▶ ABOUT THIS TASK
Please return all lines of the data below containing the string "banner".

▶ Stored items

__________

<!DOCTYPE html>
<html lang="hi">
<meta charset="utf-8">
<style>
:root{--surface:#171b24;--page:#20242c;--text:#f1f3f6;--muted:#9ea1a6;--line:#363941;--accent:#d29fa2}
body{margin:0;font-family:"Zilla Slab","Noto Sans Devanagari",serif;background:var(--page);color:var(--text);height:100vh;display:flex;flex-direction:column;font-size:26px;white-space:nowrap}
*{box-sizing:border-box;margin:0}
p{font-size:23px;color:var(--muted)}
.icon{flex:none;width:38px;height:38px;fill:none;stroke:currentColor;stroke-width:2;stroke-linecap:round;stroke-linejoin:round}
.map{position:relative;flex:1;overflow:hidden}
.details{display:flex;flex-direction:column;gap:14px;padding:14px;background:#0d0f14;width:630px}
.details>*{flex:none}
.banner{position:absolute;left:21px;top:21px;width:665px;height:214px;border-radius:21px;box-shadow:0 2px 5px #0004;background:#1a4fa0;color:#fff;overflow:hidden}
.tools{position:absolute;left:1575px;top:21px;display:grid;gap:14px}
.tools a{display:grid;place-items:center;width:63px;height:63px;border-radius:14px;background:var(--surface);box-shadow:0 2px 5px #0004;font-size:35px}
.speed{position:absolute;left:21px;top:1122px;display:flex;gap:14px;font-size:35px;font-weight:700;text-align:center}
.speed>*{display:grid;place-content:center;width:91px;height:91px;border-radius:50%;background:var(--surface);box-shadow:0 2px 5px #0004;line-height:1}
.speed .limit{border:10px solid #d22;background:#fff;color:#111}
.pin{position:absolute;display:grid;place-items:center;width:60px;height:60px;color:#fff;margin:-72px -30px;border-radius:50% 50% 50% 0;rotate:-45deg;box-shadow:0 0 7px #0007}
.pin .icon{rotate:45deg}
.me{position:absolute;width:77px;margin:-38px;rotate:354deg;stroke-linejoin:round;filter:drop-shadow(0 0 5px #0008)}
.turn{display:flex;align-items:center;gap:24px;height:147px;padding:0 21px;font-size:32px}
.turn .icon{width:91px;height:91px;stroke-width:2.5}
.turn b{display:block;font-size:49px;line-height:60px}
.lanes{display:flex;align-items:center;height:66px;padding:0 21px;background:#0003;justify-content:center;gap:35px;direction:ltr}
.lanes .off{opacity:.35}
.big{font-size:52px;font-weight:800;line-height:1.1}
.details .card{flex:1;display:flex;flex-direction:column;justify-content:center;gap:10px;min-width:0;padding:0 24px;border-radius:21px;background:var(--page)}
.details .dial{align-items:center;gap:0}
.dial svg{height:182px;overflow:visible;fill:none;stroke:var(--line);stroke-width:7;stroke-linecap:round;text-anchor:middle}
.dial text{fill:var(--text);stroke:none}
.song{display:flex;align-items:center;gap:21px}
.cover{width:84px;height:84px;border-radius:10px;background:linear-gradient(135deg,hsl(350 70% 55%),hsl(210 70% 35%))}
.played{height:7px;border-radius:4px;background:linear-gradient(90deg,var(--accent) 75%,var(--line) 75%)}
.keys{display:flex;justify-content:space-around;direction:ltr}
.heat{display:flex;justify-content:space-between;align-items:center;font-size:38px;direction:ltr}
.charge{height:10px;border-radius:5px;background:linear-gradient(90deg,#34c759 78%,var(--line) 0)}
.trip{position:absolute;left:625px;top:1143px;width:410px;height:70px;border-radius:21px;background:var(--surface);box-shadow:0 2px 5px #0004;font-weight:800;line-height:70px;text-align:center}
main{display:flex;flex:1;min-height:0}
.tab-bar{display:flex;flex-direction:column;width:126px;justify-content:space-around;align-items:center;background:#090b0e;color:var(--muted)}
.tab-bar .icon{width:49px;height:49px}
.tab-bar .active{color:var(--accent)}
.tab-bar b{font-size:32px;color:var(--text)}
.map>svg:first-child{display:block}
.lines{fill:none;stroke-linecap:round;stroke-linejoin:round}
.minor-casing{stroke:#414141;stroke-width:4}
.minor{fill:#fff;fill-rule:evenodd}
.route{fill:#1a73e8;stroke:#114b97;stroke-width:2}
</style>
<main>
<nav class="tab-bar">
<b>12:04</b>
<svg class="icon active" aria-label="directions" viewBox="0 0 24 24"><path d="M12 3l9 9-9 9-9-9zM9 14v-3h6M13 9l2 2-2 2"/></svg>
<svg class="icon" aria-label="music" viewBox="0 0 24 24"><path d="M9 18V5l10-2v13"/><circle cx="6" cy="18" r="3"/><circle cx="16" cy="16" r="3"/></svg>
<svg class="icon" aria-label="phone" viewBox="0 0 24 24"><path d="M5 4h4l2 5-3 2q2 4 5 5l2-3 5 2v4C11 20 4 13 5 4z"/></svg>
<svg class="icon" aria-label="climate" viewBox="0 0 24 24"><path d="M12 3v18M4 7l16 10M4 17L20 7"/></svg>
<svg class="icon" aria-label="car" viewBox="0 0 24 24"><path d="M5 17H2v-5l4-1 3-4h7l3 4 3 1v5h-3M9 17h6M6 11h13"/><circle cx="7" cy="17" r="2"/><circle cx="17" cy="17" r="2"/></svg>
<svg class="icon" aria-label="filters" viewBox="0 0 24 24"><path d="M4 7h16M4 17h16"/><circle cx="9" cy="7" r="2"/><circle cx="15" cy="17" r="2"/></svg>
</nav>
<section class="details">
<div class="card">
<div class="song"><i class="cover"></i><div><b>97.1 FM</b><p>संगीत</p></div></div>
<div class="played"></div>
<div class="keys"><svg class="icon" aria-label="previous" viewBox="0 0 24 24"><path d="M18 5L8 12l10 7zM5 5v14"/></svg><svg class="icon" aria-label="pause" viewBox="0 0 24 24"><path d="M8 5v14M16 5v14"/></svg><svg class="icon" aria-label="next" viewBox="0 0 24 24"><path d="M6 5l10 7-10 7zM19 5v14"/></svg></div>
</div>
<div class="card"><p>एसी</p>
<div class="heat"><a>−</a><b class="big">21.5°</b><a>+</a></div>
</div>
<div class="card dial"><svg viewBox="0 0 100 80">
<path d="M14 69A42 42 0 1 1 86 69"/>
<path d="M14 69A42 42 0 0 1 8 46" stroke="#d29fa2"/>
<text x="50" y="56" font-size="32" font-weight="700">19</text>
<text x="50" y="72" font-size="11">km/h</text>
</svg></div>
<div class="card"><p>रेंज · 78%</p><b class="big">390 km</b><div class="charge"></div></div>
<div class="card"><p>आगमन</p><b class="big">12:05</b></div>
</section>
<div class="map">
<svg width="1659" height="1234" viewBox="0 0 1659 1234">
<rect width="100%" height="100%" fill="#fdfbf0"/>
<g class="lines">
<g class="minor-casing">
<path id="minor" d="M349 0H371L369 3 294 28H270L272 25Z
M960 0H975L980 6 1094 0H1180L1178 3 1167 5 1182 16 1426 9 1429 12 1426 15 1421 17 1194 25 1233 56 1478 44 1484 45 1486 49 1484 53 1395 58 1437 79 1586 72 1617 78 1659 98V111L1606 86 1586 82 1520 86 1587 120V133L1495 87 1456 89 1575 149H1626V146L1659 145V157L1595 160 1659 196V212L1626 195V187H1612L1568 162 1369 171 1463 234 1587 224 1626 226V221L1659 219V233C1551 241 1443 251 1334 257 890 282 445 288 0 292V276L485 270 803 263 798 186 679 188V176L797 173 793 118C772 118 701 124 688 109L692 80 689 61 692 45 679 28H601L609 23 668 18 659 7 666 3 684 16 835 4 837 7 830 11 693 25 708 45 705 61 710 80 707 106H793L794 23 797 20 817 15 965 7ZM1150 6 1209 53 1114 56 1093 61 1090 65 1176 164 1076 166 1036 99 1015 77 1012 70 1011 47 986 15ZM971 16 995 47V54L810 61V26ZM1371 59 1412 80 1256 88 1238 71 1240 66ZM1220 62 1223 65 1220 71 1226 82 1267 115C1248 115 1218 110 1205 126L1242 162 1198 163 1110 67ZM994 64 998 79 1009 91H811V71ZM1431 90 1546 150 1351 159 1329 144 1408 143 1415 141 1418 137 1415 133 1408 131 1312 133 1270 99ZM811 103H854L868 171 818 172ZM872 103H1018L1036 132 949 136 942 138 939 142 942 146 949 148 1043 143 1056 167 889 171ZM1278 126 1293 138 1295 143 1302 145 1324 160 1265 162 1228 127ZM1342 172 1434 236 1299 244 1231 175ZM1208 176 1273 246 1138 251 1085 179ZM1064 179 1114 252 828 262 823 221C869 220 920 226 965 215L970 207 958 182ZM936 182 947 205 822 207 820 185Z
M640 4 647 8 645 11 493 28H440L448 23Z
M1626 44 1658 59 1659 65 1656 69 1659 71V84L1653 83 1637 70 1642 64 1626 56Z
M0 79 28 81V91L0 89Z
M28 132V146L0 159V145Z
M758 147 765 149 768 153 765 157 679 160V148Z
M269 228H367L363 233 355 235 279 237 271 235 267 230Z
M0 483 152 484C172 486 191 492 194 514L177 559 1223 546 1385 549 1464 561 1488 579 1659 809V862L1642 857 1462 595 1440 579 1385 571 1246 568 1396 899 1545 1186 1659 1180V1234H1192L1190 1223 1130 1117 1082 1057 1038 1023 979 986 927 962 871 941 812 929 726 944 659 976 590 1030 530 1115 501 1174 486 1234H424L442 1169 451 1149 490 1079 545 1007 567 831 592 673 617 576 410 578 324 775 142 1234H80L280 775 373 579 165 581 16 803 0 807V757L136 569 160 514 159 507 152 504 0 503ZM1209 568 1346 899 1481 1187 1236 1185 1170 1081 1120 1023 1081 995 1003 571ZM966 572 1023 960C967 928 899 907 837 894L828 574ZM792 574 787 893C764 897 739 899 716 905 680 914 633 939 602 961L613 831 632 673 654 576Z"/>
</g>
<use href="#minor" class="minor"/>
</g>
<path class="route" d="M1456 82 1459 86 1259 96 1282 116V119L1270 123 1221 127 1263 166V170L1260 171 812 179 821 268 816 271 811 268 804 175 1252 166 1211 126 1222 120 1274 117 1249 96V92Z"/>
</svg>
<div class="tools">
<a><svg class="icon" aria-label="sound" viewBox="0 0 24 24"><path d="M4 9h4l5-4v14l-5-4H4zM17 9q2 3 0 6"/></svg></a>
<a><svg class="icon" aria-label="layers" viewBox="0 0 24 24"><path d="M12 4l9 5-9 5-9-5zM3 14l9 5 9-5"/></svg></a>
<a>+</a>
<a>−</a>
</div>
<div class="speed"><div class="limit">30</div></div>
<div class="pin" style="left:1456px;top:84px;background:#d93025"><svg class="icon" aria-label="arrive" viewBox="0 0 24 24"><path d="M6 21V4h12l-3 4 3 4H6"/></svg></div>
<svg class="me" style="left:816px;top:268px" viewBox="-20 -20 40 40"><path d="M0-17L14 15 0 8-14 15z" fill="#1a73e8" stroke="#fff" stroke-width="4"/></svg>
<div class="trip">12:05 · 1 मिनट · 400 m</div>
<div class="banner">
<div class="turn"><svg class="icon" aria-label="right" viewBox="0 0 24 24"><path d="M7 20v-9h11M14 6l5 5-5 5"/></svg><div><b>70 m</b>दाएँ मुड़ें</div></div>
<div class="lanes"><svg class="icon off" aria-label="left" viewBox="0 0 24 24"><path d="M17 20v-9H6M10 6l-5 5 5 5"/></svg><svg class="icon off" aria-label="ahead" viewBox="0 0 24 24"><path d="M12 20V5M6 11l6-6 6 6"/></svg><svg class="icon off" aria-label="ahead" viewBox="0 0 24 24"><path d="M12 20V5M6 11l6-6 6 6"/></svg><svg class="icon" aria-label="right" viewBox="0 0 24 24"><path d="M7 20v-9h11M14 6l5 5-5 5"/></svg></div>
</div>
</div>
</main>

__________

▶ YOUR SOLUTION
.banner{position:absolute;left:21px;top:21px;width:665px;height:214px;border-radius:21px;box-shadow:0 2px 5px #0004;background:#1a4fa0;color:#fff;overflow:hidden}
<div class="banner">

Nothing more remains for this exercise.